The young man doesn’t, of course. He has a lot of possessions, and this invitation is too difficult for him to accept. I say this without judgment. I have not sold all that I have and given it away either. But Jesus presents this possibility to the young man as if he could do it, as if it’s well within his capacity to give up what he has for the good of others. That capacity remains hidden in that particular young man, visible, perhaps, only to Jesus. It’s hard, he tells his disciples, for a rich man to enter the kingdom of God. Hard, but not impossible. For with God, he says, all things are possible. Things do not have to be as they are. The world can change; we can change. And indeed, Jesus imagines a day when the way we do things now will be turned upside down:  many who are first, he says, will be last, and the last will be first. Jesus is living as if that were true, and he is urging others—the rich young man, the disciples, us—to do the same.

It hurt to watch Christine Blasey Ford testify. She was terrified, she said. She said she feared her testimony wouldn’t make a difference to an already-done deal but that she would be annihilated in the process. Her memories triggered our memories. Her stories evoked our stories. The telephone lines of rape crisis centers across the nation lit up with an unprecedented barrage of calls from people from every walk of life. Stories poured out onto social media, into the halls of congress, into the elevators the senators use. It was a whirlwind of pain.
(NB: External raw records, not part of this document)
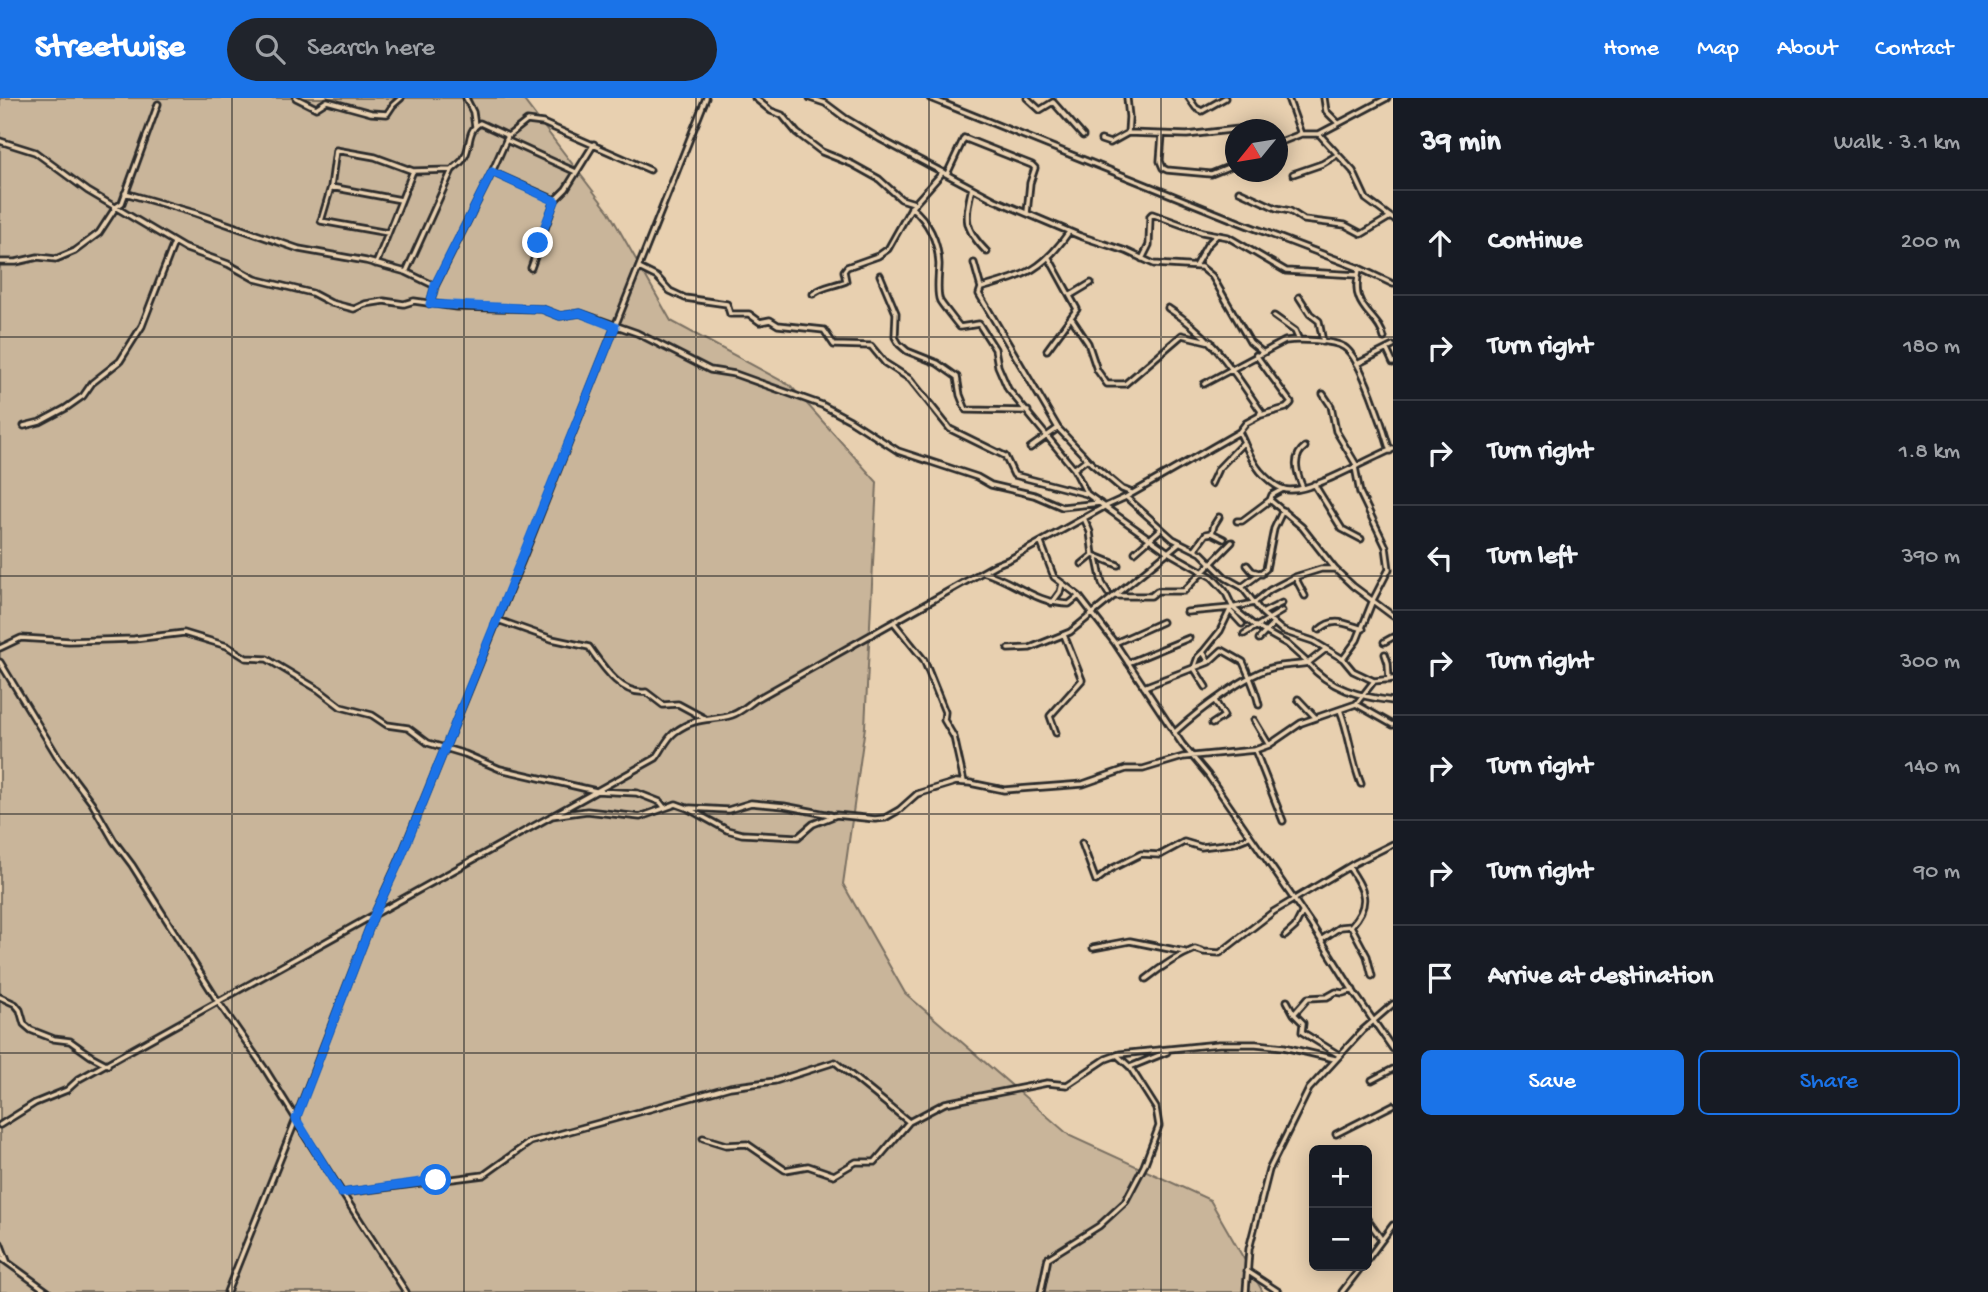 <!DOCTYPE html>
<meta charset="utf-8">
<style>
:root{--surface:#171b24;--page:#20242c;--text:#f1f3f6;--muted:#9ea1a6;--line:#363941;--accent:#1a73e8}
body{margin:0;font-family:"Gochi Hand",sans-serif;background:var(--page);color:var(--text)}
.controls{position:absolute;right:21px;bottom:21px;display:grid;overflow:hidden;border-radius:10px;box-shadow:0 4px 18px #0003}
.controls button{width:63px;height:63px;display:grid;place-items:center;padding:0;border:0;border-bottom:2px solid var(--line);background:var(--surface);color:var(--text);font:35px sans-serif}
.compass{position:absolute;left:1225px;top:21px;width:63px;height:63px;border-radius:50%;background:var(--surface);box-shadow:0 4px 18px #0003;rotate:240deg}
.stop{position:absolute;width:21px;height:21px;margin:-16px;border:5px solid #1a73e8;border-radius:50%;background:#fff}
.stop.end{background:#1a73e8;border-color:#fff;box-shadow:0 2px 7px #0008}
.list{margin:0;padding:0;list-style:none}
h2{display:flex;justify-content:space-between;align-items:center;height:91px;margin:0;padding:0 28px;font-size:30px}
h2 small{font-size:23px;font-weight:400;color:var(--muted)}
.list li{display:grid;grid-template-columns:46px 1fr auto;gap:21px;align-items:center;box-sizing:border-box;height:105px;padding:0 28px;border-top:2px solid var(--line)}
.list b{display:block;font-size:26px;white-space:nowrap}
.list em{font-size:23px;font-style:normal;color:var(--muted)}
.actions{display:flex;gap:14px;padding:21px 28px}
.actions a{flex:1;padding:16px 0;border:2px solid var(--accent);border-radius:10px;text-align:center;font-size:24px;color:var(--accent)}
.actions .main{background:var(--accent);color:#fff}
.icon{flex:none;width:38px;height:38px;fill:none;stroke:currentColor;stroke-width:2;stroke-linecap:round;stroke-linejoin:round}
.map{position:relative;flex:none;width:1393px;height:1194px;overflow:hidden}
header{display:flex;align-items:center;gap:42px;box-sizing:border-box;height:98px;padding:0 35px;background:var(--accent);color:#fff}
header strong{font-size:33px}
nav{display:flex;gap:38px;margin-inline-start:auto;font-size:24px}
.search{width:490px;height:63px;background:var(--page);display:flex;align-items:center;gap:18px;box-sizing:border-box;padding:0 24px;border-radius:38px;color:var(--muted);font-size:26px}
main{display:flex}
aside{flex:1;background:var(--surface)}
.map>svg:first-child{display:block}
</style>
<header>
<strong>Streetwise</strong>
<div class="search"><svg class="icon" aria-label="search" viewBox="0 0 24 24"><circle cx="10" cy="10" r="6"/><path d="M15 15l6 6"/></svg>Search here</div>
<nav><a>Home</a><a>Map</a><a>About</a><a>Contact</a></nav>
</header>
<main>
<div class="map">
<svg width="1393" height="1194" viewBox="0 0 1393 1194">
<rect width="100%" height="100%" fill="#e8d0b0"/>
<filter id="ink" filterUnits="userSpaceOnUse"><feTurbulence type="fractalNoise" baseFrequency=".0143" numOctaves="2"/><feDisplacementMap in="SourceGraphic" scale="14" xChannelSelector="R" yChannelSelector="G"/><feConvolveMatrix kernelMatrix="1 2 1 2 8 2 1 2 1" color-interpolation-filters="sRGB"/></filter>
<g filter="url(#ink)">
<!-- green -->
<path fill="#c9b59a" stroke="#7a7062" stroke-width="2" d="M0,0H522L609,114L671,223L791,288L877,384L865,629L843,786L905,895L1070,1038L1210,1102L1263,1194H0Z"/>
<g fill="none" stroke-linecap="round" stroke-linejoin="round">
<defs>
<path id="minor" d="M296,0L316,10L327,3L371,15L387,16L393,7L401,0
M466,0L473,14L475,28
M755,0L771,13L782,17L797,35L822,54L852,66L879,81L901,101L914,105
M810,0L825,5L845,20L880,41L995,102L1080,138L1126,153L1154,166L1201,169L1212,178L1250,244L1262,254
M930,0L1241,125L1359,170L1393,186
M1027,0L1040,12L1053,4L1083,38
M1127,0L1129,19L1128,35
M1189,0L1196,10L1202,13L1225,0
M1288,0L1301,36
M1324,0L1326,13L1337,24
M1319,36L1387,0
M1162,37L1160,63L1163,70L1167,72L1211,76L1236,66
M508,38L492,74L555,102
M506,42L576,74
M1101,42L1110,45L1128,35L1187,37L1256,29L1265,32
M0,43L35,54L88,93L184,150L228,166L255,181L312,195L331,205L354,211L365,206L384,203L404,206L414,203L456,209L542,211L560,218L580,215L637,235L710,272L735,276L822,307L850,322L898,353L977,379L991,387L1034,397L1062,409L1100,405
M1278,45L1301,36H1319L1353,73L1366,101L1393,121
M947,76L964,40L1032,67L1035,70L1030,85L1027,115
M1293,76L1322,66L1337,57
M331,89L401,102
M972,90C964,121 964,131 987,154
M1239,93L1276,110L1290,113L1304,122L1345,127L1362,136L1390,119
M125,95L195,115L299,151L366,163L406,174L435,188
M911,109C928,123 938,143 939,166C939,175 936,195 940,203C941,205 957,226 960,229L979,226L995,251L998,268L1008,291L1074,371L1087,361
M388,135L321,123L331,89L336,52L375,59L413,73
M1142,161L1149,147L1150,118L1152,116L1202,134L1228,139L1286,173L1358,177
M0,164H16L38,159L56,161L75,153L99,135L116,109L122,105L158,6
M974,165L981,190L979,196L1058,330L1091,365L1122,391L1132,395
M376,166L413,73L452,72C456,68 463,64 465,58C471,47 467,32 480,25L508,38L527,23L543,25L650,72
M1195,168L1207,147L1217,137
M531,170L555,102L566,91L594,46
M639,170L657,179L670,193L685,200L727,206L730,216H749L760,224L770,222L778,227L824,232L834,247L871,248L885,265L910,281L950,331L1005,358L1014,377L1087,396L1168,454L1212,479L1225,493L1233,510L1255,528L1287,546L1308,565C1297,567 1286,567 1275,569C1247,575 1197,614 1175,634
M1359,170C1358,180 1355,191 1359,200C1364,215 1381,224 1384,240
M406,174L452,72
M880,177L896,215L895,239L899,246L907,253L937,265L957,279L960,297L966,312L1028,313
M981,190C1026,177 1042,173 1069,134
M813,196C823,188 834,188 846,183L844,173L847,169L878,158L888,151L911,110L943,74
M1071,197L1091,185
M1299,199L1310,216L1319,223L1323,244
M430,206L435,188L492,74
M1168,210C1214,240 1228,266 1258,309L1261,313L1259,318L1246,325L1239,334C1246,347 1250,361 1260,373C1267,381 1279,393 1291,392C1316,392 1367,361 1393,351
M1274,218L1295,233L1299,242
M1072,221L1088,245L1097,272L1107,286H1125L1182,237L1211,244
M1047,252L1077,211L1049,160
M1387,252L1393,265
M1256,257L1291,305L1286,310L1261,317
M1357,266L1393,248
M1204,286L1285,243C1298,241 1333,242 1344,249C1361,259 1384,332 1390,353
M1323,296L1331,308L1336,333L1357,368
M24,328L40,324L66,310L83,298L92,285L120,263L142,228L174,145
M1030,350L1058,330
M1074,371L1087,396
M1211,386L1218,371L1244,344
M1314,386L1342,431L1361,441
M1303,390C1297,376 1291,359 1305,349
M1283,391L1272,397L1270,402L1302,429L1335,471L1353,488L1393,518
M1126,399L1173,441L1201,455L1226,480L1242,489L1262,515L1283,533L1313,543L1343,561L1353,573L1374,583L1393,581
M1084,420L1090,434L1093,457L1118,467
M1237,423H1242L1270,402
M1212,435L1214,427L1219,419
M1041,445L1054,479L1079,498L1115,545L1182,646L1208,677L1311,826L1355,896L1393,951
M1195,451L1206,436L1212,435L1224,441
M1135,454L1161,431
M1097,461L1102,485L1108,495
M1082,466L1093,457
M1247,467L1252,473L1262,476
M983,474C1014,483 1037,506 1069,506L1079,498
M1295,479L1305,498
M1242,489L1266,471L1274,431L1283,412
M1115,498H1151L1157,493H1184L1232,444
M1052,505L1060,494L1062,486
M1187,514L1231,510L1254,505L1270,492L1295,479L1321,471H1335
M1231,514L1242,526
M1262,515L1282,505
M498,522L552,541L589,549C602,567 620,597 646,594L663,607L678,606L704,620
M895,526L924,562L945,614L944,622L954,639L964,684
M1319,532C1334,518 1346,526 1363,531
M1244,536L1282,513
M1259,541L1273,526
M1384,544L1393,539
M1115,545L1162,524
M0,550L21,540L69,543L134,541L184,535L227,548L246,560L267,561L319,592L341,609L372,617L387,627L408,630L428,645L465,656L500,671L596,693L637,695L660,704L664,709
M1008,551L1030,550L1070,534L1179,445
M1326,551L1308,565C1329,591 1361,599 1393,603
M1203,554L1198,559L1194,570L1206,589
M1385,556L1388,565L1389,582
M1343,561L1357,542L1373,502L1389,471L1386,449L1360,395L1355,369
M0,564L59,661L92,705L114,743L132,767L219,905L265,971L295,1019
M1209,564L1203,554L1220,533L1231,510
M1128,565L1189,540
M1144,589L1209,564L1222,552L1243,564C1249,578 1256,592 1259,607
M1298,601L1315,619
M1356,606L1393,627
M1340,612C1350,637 1351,661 1361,686
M1254,622L1269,647
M1212,626L1224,618L1215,603
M1056,635L1050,618L1082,582L1064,537
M1255,652L1283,723
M690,710L728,712L751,705L784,708L831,717
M551,718L587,713L640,719L676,706L687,710L727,732L742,736L798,739L813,726L836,717L875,721L885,720L899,712L917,696L956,684L970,685L1004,692L1083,686L1126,671H1143L1183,659L1255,652L1269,647L1301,625L1356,606L1374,583
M1082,745L1096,783L1111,771L1141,756L1160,757L1184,744L1201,749L1234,745L1249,739
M1349,769C1364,792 1372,805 1351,828
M1285,838L1295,829L1302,815
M1321,842L1340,829L1351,828L1367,858L1372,878
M1093,850L1130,843L1185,854
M1146,881C1161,869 1177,858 1195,851L1204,854L1220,855L1273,814L1355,765L1393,746
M0,899L15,906L20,912L24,926L31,932L54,941L70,943L91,958L108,967
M1287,903L1294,916
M1339,957L1302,934L1303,925L1294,916L1308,900L1327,899L1336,894L1343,895L1353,892
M1130,969L1167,954
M1372,982L1393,971
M0,1027L35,1005L67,992L79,981L656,660C663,651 666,641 675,634C698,617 711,624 732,617C741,614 748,607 755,602L995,467L1010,461L1104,409L1126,399L1239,334
M1336,1036L1393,1007
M703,1040L726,1047L747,1046L785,1072L808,1068L834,1077L856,1064H875L909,1024L945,1005L1047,985L1067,987L1106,961L1120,956L1219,946H1256L1284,949L1335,961
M342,1095L484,1077L530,1044L730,989L775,983L835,964L909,1024
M1367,1121L1382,1142
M0,1145L7,1163
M0,1159L48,1194
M1367,1162L1393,1127
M1247,1173L1279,1194
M227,1194L295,1024
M406,1194L297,1025V1017L375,815L399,763L524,457L706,0
M1041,1194L1048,1160L1099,1128L1125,1104L1144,1068L1159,1028L1156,1010L1130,969L1117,957
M1246,1194L1249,1151L1269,1072L1309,991L1363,932L1393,906
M1342,1194L1362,1168"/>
</defs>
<!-- minor casing -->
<use href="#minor" stroke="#2b2b2b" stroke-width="9"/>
<!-- minor -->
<use href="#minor" stroke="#e8d0b0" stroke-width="3.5"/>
</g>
</g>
<g fill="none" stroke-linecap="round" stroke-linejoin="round" filter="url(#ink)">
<!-- route -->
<path stroke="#1a73e8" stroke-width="9" d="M436,1082L341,1095L296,1021L375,815L399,764L615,229L580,215L560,218L542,211L430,206L435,187L492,74L555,103L538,145"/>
</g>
<!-- grid -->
<path fill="none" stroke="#2b2b2b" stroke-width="2" stroke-opacity="0.55" d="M232,0V1194M464,0V1194M696,0V1194M929,0V1194M1161,0V1194M0,239H1393M0,478H1393M0,716H1393M0,955H1393"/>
</svg>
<div class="controls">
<button>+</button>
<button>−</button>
</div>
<svg class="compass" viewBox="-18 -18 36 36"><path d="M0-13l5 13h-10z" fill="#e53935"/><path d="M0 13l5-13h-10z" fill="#9ea1a6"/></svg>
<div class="stop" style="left:436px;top:1082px"></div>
<div class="stop end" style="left:538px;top:145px"></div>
</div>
<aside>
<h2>39 min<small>Walk · 3.1 km</small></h2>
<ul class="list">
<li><svg class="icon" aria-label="ahead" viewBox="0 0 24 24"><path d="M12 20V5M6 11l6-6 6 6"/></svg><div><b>Continue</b></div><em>200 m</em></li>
<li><svg class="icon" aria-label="right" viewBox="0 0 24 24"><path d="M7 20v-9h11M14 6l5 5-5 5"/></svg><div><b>Turn right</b></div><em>180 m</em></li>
<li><svg class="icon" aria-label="right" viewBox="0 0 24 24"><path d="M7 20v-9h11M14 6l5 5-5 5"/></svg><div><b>Turn right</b></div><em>1.8 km</em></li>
<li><svg class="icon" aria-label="left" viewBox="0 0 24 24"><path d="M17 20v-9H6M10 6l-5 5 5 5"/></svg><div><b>Turn left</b></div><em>390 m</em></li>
<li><svg class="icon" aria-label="right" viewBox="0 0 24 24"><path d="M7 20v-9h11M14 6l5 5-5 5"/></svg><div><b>Turn right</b></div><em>300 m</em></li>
<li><svg class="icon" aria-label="right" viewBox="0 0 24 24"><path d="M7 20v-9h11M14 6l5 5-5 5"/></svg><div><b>Turn right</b></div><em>140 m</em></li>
<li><svg class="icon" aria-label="right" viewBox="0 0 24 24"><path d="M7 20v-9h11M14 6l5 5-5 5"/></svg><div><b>Turn right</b></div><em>90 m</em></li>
<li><svg class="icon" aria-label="arrive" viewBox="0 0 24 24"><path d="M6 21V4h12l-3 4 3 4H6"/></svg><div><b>Arrive at destination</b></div></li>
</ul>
<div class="actions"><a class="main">Save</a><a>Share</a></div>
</aside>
</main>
But out of that whirlwind, the dignity and grandeur of human existence shone. It shone in the courage of Dr. Ford and many others. It shone in the sacrifice she and many others made for the common good. It shone in the willingness of so many not to fall silent, not to give up, not to despair when it seemed that nothing had changed since Anita Hill gave her own courageous, sacrificial testimony so many years ago. The mystery and grandeur of creation itself pulses through the vision so many people are working for of a world in which every single body is honored, and every person’s dignity cherished and protected. A world in which we are courageous enough to change the way we live for the good of all. A world in which a woman can lace up her sneakers on a summer evening and run without fear or anxiety, with room in her mind for the most creative, the most expansive thoughts to move.